(This piece was written as an exercise on a course at Arvon.)
Twelve years before the miner’s strikes I was a teenager in D.H. Lawrence land. Pit villages went to battle against each other on Friday nights in the town centre. We gathered – the greasers from Calverton pit on one side of the street – the skinheads from Cotgrave pit on the other. Bottles, threats and punches were thrown, blood pooled on pavements. Girls and sirens screamed when the police arrived.
I chatted to Rob from Cotgrave, then crossed the road to talk to Mick, from Calverton.
Whose side are you on?
Neither
So neither side accepted me, or attacked me.
Two years later I lived in Belfast during the later years of the troubles. I had many friends, both Catholics and Protestants.
Whose side are you on?
Neither
So neither side accepted me, or attacked me.
My second child was born in the winter of discontent in 1984.
My sister chanted Thatcher Thatcher milk snatcher.
My parents were Tories.
They asked me whose side I was on – I said nothing.
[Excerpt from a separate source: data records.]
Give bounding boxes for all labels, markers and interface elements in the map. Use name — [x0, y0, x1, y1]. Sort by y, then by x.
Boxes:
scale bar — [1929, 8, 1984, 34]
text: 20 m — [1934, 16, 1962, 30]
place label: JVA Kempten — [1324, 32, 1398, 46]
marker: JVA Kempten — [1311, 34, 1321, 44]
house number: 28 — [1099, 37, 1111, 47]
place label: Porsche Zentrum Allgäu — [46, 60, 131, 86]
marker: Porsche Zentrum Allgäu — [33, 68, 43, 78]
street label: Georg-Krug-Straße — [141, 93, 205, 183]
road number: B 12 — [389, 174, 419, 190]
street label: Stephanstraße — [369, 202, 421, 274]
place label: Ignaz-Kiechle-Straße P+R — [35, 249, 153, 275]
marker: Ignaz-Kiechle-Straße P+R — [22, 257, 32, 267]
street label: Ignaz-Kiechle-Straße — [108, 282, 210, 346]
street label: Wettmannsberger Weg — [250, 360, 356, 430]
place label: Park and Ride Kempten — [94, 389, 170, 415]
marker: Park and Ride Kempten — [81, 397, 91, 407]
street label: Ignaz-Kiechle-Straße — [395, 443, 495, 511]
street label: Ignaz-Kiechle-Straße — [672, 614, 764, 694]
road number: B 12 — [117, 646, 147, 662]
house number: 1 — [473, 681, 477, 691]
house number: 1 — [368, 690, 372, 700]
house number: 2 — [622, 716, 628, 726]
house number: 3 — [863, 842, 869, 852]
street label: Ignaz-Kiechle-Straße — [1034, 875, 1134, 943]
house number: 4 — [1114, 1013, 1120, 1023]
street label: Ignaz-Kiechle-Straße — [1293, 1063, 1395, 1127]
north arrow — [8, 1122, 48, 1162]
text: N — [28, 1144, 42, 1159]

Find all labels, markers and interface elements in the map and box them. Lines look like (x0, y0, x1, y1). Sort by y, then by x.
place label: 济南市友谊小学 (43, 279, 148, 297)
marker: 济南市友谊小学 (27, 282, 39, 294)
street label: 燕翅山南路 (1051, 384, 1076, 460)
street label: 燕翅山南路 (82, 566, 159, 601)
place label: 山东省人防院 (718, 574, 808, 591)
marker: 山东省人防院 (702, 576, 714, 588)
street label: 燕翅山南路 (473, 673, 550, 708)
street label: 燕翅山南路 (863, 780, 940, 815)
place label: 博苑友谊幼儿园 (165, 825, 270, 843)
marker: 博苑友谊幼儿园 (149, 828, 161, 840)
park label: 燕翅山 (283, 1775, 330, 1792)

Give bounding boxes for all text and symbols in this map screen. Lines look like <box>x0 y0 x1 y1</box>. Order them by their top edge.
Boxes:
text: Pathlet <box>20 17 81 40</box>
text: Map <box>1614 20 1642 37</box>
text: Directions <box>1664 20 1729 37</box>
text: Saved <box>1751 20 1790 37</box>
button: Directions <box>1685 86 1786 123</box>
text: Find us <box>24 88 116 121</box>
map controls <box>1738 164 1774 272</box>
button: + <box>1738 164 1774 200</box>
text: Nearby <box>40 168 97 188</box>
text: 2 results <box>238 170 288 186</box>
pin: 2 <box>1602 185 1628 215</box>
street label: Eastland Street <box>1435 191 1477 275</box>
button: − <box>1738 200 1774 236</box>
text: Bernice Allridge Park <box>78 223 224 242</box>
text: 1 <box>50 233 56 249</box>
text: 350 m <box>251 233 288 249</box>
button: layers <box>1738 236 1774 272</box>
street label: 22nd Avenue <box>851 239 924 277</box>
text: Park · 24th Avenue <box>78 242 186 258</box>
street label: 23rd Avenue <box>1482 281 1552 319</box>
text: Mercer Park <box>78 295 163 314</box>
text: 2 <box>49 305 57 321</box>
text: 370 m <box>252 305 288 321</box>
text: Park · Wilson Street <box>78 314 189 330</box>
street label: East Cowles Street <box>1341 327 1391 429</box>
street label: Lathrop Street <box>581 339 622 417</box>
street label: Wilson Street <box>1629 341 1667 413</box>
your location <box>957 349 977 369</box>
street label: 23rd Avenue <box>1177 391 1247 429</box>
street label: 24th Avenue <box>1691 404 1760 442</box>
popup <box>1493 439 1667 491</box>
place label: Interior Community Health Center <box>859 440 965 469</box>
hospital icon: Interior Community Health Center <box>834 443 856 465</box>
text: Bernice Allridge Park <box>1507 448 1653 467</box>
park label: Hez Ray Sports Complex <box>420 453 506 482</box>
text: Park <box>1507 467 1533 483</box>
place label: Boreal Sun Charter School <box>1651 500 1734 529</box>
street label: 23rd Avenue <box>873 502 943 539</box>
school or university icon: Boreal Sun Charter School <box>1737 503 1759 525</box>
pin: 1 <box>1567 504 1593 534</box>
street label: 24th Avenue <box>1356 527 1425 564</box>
I watched, listened and learned. This government has rekindled a flame in my heart from the dying coals. I see the welfare state being dismantled brick by brick and I am angry. Coalfields turned into leisure parks, fields into shopping malls.
Whose side are you on?
Neither
They are all the same – grey men in grey suits with black hearts, stained with coal dust. I join the choir of discontent and raise my voice with passion, I howl with fury.